Digital vs Analog & the Battle to Save Our Sounds
- By Kofi Lartey
- Aug 4
- 1 min read
Updated: Aug 14
There’s a rhythm in our bones that no algorithm can replicate.
The griots — our oral historians, musicians, and keepers of memory — once held the keys to identity. With string, drum, and voice, they passed down more than songs. They passed down truths. Names. Warnings. Joy.
But today, much of that is being flattened into data. Streaming platforms value compression over texture. Autotune over breath. Quantity over soul.
I’m not against technology. I use it myself. But I worry that as we digitise everything, we lose the pauses. The imperfections. The vibration of a kora string tuned by hand, not machine.

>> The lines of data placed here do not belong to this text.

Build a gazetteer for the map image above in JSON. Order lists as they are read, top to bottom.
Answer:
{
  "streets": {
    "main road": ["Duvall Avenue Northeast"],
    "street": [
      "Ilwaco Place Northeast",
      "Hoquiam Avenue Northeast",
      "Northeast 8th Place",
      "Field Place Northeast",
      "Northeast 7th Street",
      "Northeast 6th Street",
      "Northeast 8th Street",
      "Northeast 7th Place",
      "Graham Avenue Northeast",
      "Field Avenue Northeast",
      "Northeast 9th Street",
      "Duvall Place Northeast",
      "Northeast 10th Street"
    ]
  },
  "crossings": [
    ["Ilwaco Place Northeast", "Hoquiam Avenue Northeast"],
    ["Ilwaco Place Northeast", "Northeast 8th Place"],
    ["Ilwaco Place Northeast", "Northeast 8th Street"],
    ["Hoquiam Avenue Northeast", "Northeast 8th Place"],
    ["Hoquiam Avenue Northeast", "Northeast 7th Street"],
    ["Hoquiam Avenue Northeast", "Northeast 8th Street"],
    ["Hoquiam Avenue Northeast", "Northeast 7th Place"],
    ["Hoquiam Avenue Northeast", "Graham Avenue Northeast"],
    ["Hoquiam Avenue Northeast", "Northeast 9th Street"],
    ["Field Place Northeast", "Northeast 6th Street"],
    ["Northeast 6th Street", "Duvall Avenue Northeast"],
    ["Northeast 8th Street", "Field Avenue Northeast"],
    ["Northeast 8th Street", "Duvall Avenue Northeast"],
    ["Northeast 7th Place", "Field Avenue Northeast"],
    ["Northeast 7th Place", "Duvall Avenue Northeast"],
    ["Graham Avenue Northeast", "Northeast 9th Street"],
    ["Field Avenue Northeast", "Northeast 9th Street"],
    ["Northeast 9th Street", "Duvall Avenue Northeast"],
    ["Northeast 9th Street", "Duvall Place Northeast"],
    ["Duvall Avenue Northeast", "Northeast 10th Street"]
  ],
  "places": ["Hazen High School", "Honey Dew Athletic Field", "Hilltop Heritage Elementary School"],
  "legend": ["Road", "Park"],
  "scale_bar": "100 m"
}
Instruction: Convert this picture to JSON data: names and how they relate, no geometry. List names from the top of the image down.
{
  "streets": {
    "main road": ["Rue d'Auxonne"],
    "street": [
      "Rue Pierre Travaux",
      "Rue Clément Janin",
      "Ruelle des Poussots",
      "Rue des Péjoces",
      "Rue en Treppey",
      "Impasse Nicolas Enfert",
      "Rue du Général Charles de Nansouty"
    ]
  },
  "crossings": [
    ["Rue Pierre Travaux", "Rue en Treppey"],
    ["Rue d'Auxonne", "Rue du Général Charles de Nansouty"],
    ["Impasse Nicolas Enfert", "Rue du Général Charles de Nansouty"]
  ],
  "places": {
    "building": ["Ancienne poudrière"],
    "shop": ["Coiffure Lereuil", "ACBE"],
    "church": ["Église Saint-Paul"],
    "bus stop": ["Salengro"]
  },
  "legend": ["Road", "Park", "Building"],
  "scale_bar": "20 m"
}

In Senegal, a griot once told me: “A voice carries different when you sing it to someone’s face.”
That stayed with me.
Now, across Africa and the diaspora, artists are resisting the erasure. They’re returning to traditional instruments, archiving oral histories, remixing old songs not for profit — but to preserve what’s at risk.
It’s not nostalgia. It’s necessity.
Because music isn’t just sound. It’s storage. Of ancestors. Of grief. Of resistance.
And if we let the algorithms decide what’s worth hearing, we risk forgetting what we were always meant to remember.